__ASSIGNED TASK__: Exact copy, no pictures: set down every entry below as written.

__RECORDS SUPPLIED__:

------------------------------------------------------------

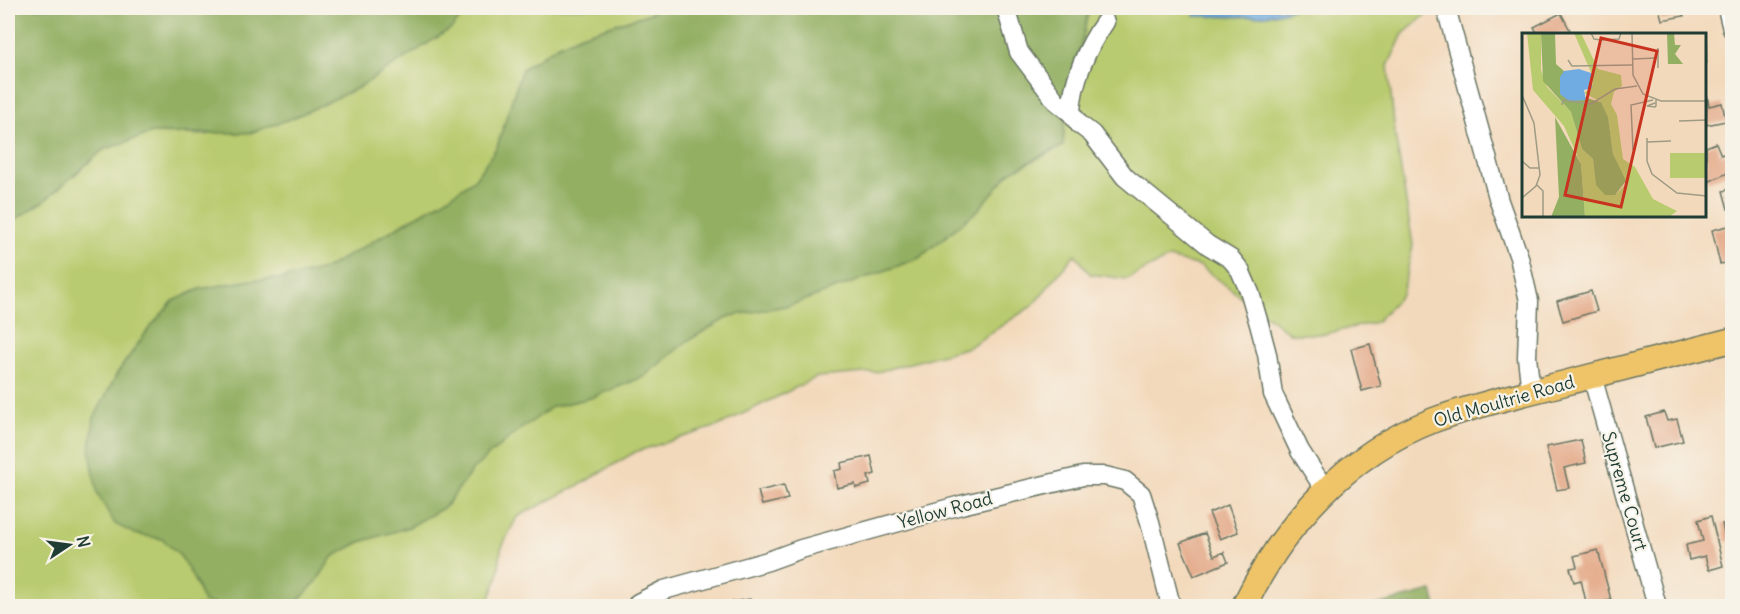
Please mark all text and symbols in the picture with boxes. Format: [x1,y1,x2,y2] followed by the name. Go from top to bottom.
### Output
[1522,33,1707,218] inset map
[1431,370,1578,432] street label: Old Moultrie Road
[1597,429,1653,553] street label: Supreme Court
[895,486,995,534] street label: Yellow Road
[39,515,99,575] north arrow
[73,534,95,549] text: N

------------------------------------------------------------

__FINISHED EXERCISE__:
Please mark all text and symbols in the picture with boxes. Format: [x1,y1,x2,y2] followed by the name. Go from top to bottom.
### Output
[1522,33,1707,218] inset map
[1431,370,1578,432] street label: Old Moultrie Road
[1597,429,1653,553] street label: Supreme Court
[895,486,995,534] street label: Yellow Road
[39,515,99,575] north arrow
[73,534,95,549] text: N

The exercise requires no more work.